[Dataset records Boundary: Start]

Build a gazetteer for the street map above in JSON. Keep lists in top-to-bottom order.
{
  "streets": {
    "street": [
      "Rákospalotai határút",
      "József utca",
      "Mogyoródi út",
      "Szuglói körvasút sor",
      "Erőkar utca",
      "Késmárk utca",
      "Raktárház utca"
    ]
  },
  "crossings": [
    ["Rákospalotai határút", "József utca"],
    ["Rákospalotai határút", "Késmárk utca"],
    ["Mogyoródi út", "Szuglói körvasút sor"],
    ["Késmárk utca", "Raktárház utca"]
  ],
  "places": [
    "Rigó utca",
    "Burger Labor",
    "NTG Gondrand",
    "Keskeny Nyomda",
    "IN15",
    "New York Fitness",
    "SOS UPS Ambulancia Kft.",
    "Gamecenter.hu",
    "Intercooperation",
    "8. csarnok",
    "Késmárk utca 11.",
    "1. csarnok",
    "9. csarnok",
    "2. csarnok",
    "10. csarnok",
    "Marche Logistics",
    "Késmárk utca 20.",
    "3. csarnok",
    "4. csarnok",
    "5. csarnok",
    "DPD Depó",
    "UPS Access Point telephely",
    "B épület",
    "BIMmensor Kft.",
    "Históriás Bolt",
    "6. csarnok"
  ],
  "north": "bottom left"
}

[Dataset records Boundary: End]

Required work: Count lines, not occurrences. State how many lines of the entries contain the word "Rákospalotai", and add nothing.

Solution for this problem: 3